A total of 557 patients (median age 62 years, 62 percent women) were randomized 1:1 to receive osimertinib 80 mg QD with or without chemo. In the experimental arm, osimertinib was administered on top of pemetrexed 500 mg/m² and investigator’s choice of carboplatin AUC5 or cisplatin 75 mg/m² Q3W for four cycles during the induction phase. The maintenance phase ensued thereafter, wherein participants received osimertinib plus pemetrexed at the same doses and schedules as in the induction phase.

Two-thirds of the participants were Asian. Of these, a quarter were Chinese, and about 40 percent were non-Chinese. The most frequent EGFR mutation type was Ex19del (60 percent), while the rest had the L858R type. Almost all (96 percent) had metastatic disease, and 41 percent had central nervous system metastases at baseline. The final OS analysis was conducted at 57 percent maturity.

In the primary analysis, the investigational regimen demonstrated a progression-free survival benefit vs osimertinib alone (HR, 0.62; p<0.001). [N Engl J Med 2023;389:1935-1948] This led to its subsequent approval, and guidelines have since recommended this combo regimen as a treatment alternative in this patient setting. [https://www.fda.gov/drugs/resources-information-approved-drugs/fda-approves-osimertinib-chemotherapy-egfr-mutated-non-small-cell-lung-cancer; https://ascopubs.org/doi/10.1200/JCO-24-02785, accessed September 29, 2025]

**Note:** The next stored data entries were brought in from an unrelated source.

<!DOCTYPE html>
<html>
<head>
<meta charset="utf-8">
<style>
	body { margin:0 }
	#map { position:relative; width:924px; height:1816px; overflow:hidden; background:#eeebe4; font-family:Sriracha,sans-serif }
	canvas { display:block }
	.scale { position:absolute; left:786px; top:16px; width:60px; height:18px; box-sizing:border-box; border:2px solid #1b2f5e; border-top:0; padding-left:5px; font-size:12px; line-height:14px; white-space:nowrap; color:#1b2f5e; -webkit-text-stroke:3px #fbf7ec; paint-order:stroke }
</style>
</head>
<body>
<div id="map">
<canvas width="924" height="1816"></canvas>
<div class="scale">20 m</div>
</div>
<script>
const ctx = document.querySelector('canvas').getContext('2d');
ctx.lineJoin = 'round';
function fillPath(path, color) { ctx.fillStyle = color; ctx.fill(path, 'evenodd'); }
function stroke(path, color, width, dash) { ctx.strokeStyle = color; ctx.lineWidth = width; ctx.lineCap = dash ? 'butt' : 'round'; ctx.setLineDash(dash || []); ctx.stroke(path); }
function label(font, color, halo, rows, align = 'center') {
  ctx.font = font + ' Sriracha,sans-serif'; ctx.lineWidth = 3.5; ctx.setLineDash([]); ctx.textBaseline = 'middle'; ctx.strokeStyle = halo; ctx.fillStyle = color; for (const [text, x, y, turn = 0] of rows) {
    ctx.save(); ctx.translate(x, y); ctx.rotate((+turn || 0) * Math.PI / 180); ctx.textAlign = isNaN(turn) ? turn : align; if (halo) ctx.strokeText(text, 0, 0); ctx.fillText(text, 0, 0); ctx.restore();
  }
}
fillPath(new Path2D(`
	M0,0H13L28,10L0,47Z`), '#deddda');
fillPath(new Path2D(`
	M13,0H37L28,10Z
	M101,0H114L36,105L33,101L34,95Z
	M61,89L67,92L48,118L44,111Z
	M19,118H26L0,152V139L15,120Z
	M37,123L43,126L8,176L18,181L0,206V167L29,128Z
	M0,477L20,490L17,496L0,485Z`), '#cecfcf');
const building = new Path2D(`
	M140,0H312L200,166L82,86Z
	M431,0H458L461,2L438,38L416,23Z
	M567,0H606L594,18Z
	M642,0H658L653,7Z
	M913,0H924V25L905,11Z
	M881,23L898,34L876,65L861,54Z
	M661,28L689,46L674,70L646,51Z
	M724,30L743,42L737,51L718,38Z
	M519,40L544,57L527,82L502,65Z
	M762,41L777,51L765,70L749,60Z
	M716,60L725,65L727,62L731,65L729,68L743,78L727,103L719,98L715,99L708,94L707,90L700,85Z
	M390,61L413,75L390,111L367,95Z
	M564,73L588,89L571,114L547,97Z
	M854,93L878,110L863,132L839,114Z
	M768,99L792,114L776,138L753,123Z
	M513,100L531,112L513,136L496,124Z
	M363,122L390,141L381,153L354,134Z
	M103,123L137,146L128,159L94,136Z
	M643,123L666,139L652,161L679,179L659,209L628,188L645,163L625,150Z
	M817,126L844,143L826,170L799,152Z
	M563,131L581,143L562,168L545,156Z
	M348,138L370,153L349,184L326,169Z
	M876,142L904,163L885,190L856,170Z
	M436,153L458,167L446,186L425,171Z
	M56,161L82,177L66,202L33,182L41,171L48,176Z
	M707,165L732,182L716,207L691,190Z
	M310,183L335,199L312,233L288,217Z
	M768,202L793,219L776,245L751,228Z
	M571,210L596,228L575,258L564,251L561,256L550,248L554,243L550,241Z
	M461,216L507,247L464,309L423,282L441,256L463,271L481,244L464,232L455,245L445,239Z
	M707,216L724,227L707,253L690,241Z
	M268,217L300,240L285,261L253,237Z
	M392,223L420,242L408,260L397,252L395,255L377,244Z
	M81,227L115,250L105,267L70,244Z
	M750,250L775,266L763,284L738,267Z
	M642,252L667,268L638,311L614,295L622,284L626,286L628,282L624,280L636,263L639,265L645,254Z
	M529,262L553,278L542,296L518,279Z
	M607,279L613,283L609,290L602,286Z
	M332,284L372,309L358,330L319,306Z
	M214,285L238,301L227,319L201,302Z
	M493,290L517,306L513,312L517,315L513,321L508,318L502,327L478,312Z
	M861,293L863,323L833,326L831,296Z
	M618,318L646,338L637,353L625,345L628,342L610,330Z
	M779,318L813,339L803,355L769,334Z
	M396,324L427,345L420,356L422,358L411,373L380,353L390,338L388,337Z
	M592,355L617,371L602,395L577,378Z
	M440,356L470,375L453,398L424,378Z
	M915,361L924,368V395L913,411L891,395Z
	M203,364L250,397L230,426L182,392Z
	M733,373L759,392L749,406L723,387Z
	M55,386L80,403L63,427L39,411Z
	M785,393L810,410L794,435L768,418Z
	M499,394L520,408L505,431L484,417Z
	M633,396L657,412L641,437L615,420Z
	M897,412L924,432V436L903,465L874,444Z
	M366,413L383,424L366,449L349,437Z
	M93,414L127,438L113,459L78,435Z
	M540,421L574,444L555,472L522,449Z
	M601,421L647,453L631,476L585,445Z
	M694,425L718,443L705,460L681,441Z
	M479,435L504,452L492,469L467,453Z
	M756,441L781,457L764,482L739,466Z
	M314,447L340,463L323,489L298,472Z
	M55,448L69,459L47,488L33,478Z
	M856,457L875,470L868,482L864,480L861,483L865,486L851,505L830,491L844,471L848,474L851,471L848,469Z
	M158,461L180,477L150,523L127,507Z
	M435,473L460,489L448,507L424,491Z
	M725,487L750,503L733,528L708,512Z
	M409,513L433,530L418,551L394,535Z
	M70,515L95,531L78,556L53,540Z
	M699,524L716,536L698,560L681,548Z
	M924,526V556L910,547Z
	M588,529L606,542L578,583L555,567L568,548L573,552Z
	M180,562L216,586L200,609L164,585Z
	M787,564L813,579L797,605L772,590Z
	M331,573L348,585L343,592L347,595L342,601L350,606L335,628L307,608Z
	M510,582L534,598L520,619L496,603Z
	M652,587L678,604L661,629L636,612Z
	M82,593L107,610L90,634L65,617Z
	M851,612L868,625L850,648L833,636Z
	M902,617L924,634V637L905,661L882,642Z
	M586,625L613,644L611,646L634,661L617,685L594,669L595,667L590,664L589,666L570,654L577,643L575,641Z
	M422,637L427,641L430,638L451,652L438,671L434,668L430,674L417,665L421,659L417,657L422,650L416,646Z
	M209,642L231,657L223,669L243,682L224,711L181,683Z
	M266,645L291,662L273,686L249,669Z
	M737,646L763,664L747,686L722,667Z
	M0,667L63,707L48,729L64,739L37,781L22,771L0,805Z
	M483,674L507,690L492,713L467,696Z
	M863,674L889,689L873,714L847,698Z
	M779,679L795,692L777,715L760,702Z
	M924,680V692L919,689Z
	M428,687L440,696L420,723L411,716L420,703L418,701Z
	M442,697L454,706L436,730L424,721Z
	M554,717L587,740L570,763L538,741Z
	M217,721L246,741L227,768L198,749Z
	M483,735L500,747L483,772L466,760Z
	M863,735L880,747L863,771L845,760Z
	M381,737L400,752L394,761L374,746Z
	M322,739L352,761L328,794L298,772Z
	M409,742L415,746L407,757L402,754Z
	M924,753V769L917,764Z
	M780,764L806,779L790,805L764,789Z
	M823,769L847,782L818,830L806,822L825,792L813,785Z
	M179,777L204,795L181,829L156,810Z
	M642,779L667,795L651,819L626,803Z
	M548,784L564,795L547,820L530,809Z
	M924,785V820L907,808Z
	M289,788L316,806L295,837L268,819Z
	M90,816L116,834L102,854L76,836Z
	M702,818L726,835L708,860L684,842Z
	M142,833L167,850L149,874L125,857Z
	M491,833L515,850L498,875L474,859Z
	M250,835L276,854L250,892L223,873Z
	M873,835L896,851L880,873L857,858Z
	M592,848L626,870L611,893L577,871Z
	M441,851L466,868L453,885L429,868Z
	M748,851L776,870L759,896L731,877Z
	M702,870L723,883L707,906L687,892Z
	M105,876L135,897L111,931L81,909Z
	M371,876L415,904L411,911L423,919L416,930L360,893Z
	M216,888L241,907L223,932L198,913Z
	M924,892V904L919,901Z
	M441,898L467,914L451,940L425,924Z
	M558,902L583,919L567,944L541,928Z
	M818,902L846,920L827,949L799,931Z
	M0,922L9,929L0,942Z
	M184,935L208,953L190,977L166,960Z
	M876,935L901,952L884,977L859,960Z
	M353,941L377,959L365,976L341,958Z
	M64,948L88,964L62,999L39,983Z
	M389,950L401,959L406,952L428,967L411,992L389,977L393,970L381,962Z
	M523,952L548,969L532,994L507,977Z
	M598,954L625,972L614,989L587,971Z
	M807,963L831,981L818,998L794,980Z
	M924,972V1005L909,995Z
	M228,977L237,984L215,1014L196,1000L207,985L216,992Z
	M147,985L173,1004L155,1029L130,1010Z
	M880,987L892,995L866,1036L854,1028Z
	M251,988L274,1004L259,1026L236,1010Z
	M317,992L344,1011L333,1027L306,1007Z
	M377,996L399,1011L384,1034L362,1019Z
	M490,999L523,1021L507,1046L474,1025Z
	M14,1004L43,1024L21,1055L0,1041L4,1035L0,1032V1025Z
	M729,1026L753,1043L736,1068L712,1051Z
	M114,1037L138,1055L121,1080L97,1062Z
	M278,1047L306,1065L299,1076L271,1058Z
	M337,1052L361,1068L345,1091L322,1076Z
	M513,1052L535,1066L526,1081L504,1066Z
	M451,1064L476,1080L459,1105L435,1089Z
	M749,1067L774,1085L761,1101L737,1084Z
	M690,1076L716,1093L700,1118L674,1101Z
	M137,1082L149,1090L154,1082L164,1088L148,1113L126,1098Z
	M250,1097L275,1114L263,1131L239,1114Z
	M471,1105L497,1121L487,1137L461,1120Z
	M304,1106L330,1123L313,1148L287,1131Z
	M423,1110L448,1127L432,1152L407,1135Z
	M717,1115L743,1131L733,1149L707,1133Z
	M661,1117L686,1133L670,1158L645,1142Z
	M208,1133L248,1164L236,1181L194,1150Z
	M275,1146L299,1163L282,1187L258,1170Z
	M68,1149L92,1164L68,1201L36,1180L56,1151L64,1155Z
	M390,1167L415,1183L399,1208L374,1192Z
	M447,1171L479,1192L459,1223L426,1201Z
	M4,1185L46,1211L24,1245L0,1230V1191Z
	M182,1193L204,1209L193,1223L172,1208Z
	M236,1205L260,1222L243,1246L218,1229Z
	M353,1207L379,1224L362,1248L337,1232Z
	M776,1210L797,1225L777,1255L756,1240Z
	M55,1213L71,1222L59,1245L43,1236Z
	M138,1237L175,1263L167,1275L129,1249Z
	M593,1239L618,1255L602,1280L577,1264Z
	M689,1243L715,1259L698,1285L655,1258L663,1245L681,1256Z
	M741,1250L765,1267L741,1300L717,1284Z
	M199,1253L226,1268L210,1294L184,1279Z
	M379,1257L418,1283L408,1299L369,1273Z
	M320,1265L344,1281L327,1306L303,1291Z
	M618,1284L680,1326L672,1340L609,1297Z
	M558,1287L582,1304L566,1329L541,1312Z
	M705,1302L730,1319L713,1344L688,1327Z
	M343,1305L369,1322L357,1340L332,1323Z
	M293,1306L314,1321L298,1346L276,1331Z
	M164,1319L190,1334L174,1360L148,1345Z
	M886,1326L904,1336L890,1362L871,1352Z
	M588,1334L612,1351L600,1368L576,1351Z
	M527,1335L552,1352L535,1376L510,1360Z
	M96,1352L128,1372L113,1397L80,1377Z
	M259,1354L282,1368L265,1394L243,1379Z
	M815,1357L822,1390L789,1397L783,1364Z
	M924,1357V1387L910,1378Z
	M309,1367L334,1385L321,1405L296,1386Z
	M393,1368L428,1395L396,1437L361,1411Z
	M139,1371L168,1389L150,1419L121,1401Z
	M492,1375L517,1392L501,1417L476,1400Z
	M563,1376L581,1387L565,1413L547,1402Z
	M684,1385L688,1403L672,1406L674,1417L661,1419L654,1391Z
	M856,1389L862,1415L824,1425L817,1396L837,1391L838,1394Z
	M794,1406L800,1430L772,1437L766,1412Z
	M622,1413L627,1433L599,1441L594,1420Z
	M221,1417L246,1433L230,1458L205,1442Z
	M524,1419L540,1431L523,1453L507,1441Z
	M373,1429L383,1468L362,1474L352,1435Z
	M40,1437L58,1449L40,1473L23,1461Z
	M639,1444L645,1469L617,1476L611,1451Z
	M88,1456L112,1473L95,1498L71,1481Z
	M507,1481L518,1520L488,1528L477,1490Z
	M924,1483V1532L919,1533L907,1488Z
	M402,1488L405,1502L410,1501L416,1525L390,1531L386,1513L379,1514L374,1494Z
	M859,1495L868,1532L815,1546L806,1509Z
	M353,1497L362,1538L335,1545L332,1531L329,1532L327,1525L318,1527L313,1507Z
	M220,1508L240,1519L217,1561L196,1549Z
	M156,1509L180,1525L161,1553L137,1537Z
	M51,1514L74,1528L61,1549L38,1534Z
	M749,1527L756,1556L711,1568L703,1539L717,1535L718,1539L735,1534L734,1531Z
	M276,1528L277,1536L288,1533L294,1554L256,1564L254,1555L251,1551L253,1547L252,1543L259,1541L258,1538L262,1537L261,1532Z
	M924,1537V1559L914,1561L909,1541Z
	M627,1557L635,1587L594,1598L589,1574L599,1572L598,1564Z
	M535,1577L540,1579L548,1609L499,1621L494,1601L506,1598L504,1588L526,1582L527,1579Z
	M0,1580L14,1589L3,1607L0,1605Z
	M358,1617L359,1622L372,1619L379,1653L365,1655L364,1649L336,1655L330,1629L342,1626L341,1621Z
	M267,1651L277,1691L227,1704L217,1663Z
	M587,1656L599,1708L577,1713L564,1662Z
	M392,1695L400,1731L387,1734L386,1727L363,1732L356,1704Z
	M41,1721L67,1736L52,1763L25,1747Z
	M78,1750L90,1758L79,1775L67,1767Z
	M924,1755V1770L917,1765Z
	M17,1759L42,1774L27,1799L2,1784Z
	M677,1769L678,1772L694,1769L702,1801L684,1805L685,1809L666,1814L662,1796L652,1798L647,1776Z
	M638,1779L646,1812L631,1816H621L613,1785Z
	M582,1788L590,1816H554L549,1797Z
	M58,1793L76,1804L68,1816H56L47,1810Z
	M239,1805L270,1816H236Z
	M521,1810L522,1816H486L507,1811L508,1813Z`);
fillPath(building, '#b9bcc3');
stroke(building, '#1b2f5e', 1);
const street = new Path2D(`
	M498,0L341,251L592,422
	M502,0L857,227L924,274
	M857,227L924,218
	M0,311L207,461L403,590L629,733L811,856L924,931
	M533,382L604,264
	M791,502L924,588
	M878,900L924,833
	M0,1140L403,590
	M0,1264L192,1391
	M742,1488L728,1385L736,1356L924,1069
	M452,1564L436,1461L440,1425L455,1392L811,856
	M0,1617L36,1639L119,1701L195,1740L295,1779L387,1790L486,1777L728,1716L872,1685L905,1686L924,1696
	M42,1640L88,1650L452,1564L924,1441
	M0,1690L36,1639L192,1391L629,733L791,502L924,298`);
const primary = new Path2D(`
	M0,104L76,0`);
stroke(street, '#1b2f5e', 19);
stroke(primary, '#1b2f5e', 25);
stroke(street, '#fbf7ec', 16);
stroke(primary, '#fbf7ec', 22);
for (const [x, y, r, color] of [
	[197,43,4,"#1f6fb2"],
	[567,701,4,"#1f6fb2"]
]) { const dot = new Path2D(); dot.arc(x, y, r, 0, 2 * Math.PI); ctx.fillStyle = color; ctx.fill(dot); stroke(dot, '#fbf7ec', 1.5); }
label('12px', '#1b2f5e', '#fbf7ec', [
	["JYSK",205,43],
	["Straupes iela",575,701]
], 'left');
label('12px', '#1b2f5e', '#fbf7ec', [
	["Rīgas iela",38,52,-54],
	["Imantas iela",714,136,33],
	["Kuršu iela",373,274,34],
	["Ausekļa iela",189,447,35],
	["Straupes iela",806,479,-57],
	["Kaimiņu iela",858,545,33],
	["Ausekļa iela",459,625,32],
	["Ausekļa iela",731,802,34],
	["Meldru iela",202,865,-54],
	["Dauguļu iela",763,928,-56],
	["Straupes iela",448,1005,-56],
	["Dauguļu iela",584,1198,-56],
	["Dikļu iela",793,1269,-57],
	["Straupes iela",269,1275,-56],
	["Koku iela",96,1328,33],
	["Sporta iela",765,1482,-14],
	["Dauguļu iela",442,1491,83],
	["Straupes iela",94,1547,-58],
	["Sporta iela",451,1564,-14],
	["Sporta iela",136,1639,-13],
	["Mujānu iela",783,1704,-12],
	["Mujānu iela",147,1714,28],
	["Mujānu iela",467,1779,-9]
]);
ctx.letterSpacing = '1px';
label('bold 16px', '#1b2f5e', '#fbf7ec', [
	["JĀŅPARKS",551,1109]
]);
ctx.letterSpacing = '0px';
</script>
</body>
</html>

“The compelling OS results confirm osimertinib + chemo as 1L SoC in EGFRm advanced NSCLC,” Planchard concluded.

Next steps

“What’s interesting in FLAURA2 is that, despite the median chemo exposure of up to 8 months, we do see a prolonged effect on subsequent resistance, and this raises the question of whether dose intensity does matter throughout … I think this remains a question that we want to answer, particularly when combining with a reasonable SoC to optimize some of the side effect profiles,” noted discussant Professor Daniel Tan from Duke-NUS Medical School, Singapore, at WCLC 2025.

Furthermore, considering the distinct mechanisms of action of combination therapies, Tan highlighted that discovering biomarkers and identifying populations who may benefit from specific combination therapies are key priorities.

Tan added that shared decision-making based on individual preferences or priorities is going to be key. “Hopefully, we can work together as a community to build a GPS-enabled map of EGFRm lung cancer and other oncogenic drivers so that we can really tailor these individual approaches.”